Please return every line below that contains the string "lines".

Saved data entries:
────────────────────────────────────────

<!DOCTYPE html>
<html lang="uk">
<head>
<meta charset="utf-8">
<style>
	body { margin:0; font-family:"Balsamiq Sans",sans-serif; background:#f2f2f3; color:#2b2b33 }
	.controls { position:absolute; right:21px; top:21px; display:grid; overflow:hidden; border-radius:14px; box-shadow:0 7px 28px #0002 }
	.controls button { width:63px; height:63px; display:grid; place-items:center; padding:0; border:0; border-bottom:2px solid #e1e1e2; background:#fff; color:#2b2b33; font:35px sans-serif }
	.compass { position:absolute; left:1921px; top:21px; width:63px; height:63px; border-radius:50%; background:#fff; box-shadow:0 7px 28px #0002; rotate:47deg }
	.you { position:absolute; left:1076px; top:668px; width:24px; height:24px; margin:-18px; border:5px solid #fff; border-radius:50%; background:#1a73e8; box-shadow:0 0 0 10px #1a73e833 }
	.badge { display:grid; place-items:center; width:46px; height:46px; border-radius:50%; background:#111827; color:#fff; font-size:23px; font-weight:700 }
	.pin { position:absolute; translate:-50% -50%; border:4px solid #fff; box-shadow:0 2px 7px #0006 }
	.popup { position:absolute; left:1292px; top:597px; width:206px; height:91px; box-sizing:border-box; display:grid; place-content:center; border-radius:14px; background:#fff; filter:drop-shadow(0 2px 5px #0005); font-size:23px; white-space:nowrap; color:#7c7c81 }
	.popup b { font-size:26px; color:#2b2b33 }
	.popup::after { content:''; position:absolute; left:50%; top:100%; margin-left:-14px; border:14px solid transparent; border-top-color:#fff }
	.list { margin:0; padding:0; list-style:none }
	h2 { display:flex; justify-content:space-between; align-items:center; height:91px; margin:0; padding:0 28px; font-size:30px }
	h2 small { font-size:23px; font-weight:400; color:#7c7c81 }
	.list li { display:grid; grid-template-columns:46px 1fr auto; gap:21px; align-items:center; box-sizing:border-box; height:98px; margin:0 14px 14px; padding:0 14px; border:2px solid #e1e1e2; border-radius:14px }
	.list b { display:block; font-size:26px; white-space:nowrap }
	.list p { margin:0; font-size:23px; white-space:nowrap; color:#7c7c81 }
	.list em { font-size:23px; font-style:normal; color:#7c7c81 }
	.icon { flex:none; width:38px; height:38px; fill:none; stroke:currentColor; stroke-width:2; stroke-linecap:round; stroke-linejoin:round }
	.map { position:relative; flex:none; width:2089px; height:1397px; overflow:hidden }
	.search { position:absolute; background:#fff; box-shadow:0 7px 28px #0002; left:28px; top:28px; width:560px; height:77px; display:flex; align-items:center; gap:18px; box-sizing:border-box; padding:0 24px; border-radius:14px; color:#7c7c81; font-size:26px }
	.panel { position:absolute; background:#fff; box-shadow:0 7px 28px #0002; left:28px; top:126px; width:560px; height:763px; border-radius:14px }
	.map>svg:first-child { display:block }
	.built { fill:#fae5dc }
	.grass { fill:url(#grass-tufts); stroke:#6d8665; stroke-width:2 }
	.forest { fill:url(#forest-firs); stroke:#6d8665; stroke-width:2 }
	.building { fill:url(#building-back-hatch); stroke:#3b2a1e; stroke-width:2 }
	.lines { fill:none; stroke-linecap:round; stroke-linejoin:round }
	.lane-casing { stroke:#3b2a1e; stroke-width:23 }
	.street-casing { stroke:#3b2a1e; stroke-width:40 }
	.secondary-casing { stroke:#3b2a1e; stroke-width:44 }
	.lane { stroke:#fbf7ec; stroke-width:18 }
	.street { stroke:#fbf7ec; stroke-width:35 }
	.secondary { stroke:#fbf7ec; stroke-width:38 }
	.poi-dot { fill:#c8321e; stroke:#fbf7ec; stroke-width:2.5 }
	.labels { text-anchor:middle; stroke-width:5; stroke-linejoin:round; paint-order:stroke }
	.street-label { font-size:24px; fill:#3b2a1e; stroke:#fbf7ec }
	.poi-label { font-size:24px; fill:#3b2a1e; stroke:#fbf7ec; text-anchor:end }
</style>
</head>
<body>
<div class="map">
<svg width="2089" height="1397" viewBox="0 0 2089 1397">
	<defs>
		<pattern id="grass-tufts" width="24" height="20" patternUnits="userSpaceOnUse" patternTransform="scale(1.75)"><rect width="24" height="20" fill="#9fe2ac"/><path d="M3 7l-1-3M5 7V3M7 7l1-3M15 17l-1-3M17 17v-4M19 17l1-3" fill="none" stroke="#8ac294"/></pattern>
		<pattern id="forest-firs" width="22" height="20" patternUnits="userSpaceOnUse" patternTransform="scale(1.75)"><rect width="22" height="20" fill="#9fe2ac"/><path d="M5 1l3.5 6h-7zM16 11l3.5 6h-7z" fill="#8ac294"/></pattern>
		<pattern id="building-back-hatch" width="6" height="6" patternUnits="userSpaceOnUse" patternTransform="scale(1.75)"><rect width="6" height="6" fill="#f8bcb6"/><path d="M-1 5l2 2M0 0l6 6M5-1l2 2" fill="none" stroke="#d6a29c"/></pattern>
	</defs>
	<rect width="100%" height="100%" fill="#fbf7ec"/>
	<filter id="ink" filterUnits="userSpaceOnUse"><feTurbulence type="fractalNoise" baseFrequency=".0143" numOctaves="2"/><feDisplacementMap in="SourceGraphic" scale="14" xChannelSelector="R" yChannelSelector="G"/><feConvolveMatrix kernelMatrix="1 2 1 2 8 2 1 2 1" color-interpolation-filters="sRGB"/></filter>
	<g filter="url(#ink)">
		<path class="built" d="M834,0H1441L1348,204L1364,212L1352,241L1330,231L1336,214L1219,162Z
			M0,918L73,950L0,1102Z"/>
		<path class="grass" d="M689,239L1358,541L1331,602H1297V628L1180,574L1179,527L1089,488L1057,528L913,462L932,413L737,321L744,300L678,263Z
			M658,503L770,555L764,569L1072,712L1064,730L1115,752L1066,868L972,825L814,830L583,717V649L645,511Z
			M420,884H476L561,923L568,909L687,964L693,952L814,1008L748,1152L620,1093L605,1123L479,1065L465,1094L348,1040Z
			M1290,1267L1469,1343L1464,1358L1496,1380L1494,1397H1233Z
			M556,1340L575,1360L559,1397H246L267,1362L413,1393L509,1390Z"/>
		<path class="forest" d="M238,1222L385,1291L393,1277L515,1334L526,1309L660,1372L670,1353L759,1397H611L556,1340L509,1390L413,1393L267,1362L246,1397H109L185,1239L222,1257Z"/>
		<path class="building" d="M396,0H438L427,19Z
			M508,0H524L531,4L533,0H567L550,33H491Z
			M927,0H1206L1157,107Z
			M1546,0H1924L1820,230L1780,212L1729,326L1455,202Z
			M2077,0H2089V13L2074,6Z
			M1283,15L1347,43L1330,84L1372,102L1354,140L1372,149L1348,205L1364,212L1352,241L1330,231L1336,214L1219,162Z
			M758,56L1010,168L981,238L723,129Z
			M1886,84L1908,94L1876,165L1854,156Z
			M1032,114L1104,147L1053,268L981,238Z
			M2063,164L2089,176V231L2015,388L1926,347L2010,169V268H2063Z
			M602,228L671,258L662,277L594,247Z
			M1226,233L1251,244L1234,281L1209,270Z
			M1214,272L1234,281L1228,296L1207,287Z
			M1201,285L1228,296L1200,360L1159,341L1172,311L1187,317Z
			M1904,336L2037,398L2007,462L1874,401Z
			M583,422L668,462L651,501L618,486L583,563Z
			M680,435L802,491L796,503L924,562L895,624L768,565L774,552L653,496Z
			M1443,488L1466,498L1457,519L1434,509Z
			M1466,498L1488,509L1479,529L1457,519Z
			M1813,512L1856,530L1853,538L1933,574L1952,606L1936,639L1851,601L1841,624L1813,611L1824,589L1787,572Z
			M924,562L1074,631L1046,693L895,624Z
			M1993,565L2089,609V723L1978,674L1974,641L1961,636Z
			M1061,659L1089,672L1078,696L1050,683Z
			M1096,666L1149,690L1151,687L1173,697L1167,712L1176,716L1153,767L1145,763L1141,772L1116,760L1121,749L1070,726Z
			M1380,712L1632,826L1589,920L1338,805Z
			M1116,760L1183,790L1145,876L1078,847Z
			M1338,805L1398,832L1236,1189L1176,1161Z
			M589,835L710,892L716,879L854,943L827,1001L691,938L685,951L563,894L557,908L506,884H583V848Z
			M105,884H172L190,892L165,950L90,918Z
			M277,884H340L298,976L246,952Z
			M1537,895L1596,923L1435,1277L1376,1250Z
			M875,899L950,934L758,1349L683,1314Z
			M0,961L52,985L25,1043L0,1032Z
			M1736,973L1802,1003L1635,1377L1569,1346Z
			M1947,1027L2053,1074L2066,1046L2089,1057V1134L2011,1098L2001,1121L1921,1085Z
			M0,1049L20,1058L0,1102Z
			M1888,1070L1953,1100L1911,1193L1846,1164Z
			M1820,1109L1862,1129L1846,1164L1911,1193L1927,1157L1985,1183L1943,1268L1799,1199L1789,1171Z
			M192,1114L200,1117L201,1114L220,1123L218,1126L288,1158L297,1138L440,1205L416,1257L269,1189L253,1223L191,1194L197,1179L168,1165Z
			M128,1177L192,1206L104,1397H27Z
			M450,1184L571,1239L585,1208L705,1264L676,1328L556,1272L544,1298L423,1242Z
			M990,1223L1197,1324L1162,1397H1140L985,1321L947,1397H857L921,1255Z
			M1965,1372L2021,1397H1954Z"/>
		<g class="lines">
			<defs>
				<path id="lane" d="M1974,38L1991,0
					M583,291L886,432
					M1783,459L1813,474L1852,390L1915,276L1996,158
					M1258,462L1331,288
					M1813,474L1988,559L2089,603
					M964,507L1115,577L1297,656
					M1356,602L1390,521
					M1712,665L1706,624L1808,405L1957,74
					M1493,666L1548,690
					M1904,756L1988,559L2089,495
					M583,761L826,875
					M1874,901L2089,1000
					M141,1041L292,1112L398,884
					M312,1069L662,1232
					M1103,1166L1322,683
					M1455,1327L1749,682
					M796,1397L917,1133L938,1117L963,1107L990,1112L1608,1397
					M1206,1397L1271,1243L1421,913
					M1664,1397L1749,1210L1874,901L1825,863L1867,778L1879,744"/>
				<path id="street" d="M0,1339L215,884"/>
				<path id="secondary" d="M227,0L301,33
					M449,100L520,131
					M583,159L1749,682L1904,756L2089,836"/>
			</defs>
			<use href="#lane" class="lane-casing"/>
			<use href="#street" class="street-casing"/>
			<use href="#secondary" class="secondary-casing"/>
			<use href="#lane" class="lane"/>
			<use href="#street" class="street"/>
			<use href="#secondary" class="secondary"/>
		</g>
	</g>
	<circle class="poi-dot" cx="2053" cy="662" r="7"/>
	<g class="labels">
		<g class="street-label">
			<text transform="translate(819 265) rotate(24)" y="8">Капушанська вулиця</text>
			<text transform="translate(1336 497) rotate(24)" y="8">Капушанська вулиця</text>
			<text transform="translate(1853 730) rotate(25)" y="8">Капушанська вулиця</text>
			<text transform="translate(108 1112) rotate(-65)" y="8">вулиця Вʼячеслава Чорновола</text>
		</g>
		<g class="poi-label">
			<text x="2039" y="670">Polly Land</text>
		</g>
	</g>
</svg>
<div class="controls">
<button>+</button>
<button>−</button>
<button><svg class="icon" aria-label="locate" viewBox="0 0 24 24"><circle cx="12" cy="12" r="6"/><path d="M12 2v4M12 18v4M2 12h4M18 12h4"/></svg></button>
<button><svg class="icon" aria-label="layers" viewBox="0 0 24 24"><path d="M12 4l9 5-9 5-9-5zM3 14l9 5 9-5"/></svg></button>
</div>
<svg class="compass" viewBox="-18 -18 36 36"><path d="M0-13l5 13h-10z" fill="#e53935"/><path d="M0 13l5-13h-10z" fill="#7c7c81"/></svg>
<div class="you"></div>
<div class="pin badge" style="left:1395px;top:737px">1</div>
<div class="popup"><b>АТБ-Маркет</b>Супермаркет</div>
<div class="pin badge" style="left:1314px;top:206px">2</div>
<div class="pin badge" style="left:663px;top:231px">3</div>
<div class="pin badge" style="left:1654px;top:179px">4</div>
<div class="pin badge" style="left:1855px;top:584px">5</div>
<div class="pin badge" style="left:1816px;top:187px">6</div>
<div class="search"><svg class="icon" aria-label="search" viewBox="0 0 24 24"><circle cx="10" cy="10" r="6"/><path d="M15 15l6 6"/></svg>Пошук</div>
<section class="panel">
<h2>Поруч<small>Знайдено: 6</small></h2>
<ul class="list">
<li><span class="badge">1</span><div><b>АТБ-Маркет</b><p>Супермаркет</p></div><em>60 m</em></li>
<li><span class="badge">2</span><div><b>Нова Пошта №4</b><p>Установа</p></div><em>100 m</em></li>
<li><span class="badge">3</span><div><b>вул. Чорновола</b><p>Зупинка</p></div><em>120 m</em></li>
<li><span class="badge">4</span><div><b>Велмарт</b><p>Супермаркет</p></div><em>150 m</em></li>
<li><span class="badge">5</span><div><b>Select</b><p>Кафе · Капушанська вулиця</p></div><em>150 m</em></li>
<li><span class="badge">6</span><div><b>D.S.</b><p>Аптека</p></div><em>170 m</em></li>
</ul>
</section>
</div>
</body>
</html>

────────────────────────────────────────

**Response for this exercise:**
	.lines { fill:none; stroke-linecap:round; stroke-linejoin:round }
		<g class="lines">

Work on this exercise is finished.